Extract precisely the lines of the entries below, from the first line through the line containing "Dump the readable content of the".

*** SOURCE INFORMATION

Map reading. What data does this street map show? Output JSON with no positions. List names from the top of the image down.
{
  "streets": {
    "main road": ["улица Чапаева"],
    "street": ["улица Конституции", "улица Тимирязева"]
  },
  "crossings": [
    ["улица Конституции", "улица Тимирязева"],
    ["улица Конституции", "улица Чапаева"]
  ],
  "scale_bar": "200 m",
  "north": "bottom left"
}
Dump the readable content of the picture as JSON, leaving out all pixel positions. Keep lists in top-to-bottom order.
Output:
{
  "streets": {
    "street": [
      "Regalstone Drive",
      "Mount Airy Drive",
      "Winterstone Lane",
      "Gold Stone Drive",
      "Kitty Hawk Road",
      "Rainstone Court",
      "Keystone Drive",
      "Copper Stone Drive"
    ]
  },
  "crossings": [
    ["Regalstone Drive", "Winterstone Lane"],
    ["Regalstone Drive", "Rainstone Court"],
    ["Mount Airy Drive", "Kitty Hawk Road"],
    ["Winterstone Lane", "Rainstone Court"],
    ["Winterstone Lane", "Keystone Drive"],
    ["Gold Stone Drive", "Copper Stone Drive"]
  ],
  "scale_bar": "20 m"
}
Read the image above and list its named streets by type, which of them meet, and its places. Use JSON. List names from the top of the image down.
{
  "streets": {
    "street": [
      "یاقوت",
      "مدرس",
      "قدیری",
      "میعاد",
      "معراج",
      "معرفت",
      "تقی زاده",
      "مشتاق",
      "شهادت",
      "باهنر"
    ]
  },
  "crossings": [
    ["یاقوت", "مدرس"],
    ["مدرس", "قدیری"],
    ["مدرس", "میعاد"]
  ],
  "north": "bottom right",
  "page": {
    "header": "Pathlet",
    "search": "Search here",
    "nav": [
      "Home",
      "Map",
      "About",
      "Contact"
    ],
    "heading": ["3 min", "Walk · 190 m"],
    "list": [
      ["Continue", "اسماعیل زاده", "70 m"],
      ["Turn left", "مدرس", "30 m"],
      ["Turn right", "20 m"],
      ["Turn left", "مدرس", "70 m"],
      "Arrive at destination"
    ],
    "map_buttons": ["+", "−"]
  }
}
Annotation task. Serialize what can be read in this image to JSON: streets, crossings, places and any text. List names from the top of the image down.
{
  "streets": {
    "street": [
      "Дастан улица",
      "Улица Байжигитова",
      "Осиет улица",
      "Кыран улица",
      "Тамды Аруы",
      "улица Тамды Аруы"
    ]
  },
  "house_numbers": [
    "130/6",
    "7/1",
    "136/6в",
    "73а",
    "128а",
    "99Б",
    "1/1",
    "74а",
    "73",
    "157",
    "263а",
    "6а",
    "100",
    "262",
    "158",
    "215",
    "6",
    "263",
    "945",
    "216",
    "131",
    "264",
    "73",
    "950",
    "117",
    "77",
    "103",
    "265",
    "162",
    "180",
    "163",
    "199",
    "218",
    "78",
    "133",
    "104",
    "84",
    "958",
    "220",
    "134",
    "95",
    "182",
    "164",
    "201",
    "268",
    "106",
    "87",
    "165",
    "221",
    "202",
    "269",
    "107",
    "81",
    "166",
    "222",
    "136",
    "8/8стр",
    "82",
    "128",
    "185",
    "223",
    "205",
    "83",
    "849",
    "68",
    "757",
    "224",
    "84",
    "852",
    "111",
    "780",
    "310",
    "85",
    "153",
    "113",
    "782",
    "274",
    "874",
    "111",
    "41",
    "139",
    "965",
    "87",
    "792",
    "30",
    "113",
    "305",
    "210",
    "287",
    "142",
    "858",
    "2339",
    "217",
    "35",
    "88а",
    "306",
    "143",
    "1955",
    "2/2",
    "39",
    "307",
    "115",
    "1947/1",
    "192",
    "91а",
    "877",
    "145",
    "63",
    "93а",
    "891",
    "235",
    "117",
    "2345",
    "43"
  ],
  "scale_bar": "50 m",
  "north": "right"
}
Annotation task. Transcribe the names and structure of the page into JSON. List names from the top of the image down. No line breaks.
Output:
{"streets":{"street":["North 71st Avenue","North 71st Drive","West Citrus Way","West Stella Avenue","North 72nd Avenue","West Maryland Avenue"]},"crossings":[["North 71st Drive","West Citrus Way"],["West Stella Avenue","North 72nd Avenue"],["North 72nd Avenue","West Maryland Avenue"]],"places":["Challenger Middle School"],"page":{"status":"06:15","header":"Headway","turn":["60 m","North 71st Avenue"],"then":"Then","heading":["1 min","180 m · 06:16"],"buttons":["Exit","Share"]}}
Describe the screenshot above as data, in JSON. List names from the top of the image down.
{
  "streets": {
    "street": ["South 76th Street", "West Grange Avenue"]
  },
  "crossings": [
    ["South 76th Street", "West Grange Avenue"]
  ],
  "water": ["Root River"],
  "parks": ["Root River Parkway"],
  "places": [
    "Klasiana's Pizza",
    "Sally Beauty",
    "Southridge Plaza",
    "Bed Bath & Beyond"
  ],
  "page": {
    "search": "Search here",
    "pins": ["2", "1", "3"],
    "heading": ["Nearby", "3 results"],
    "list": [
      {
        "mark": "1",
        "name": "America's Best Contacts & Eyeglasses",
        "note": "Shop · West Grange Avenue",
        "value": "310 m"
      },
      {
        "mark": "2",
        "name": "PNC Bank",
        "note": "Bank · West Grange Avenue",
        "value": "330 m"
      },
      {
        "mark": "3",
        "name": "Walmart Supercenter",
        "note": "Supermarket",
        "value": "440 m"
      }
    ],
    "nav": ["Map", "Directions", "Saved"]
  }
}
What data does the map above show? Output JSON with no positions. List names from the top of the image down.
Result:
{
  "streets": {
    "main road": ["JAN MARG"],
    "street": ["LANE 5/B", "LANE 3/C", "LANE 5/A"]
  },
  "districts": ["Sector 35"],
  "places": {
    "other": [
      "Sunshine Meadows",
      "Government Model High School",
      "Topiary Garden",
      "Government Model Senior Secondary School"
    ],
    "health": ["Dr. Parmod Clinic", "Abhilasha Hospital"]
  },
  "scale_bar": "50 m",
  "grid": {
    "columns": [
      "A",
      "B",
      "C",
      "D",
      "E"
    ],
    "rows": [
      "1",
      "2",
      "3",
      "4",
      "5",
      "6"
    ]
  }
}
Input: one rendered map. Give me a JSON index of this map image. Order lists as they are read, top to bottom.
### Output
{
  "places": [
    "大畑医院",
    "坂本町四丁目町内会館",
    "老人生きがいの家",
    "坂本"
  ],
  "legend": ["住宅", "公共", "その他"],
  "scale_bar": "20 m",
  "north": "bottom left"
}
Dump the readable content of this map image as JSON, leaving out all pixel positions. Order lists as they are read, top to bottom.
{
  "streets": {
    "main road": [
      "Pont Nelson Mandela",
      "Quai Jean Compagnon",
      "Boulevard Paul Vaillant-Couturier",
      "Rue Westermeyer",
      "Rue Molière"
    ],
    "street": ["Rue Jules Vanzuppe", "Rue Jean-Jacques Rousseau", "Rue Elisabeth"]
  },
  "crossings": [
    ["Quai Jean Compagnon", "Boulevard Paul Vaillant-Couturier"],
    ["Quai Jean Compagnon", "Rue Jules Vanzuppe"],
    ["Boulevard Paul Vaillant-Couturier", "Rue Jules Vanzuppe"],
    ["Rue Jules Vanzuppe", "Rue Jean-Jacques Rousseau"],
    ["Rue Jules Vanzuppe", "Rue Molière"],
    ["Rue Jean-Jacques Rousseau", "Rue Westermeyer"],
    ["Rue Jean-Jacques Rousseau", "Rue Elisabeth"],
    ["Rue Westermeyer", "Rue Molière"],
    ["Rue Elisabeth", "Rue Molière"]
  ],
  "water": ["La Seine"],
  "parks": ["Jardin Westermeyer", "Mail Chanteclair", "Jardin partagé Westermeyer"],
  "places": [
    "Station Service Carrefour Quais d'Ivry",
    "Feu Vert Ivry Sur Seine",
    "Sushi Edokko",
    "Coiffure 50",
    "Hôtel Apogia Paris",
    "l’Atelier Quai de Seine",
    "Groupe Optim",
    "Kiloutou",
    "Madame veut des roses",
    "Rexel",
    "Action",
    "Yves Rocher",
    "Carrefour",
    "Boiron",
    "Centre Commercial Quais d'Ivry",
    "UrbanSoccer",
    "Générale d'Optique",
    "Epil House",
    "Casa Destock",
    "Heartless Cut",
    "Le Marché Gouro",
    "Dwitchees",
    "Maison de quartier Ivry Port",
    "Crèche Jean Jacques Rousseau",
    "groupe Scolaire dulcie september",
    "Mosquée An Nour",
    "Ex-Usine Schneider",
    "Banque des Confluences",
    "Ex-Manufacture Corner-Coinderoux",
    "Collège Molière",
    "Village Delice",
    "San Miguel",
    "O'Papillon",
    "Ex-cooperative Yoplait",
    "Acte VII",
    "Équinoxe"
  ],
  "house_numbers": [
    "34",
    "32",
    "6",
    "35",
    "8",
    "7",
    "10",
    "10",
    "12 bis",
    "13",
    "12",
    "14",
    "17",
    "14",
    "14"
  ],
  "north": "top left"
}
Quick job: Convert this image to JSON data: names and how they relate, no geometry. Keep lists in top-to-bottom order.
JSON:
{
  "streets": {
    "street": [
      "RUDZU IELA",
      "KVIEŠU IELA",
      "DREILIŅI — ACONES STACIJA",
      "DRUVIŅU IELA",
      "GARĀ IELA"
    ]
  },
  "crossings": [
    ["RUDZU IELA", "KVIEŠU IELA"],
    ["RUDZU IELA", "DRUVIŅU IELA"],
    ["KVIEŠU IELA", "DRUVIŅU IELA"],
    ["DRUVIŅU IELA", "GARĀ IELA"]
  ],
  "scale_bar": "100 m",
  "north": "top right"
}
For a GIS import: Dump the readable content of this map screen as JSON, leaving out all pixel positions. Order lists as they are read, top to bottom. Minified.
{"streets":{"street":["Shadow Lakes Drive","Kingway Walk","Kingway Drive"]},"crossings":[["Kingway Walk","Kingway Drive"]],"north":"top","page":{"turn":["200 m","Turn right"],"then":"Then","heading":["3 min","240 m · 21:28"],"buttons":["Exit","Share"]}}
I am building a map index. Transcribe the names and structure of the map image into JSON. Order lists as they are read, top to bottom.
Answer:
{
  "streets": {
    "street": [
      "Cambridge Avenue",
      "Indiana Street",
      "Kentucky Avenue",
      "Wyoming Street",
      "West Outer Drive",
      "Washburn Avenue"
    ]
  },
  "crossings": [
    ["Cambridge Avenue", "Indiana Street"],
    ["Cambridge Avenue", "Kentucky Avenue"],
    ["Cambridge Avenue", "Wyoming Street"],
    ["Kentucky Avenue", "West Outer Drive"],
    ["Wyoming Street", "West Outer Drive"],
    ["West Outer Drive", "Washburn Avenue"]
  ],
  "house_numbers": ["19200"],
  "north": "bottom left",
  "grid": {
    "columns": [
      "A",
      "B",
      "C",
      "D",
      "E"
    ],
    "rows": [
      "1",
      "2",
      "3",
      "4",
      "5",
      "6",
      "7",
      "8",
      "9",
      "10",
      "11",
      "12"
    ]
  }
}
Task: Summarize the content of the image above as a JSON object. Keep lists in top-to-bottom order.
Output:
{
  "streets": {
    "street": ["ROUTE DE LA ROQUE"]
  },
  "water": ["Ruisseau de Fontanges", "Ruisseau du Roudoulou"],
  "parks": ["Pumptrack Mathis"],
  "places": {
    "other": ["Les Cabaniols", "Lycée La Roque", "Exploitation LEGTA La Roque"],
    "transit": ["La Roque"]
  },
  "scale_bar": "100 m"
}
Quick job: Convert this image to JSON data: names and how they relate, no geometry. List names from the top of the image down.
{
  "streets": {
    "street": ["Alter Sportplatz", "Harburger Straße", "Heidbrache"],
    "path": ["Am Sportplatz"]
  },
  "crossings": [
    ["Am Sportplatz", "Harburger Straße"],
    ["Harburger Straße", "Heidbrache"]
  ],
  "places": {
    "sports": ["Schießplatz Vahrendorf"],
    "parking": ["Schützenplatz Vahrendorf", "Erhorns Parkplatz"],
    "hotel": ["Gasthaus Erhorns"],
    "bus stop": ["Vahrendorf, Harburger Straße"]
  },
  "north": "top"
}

******

* _SOLUTION FOR THIS TASK_
Map reading. What data does this street map show? Output JSON with no positions. List names from the top of the image down.
{
  "streets": {
    "main road": ["улица Чапаева"],
    "street": ["улица Конституции", "улица Тимирязева"]
  },
  "crossings": [
    ["улица Конституции", "улица Тимирязева"],
    ["улица Конституции", "улица Чапаева"]
  ],
  "scale_bar": "200 m",
  "north": "bottom left"
}
Dump the readable content of the picture as JSON, leaving out all pixel positions. Keep lists in top-to-bottom order.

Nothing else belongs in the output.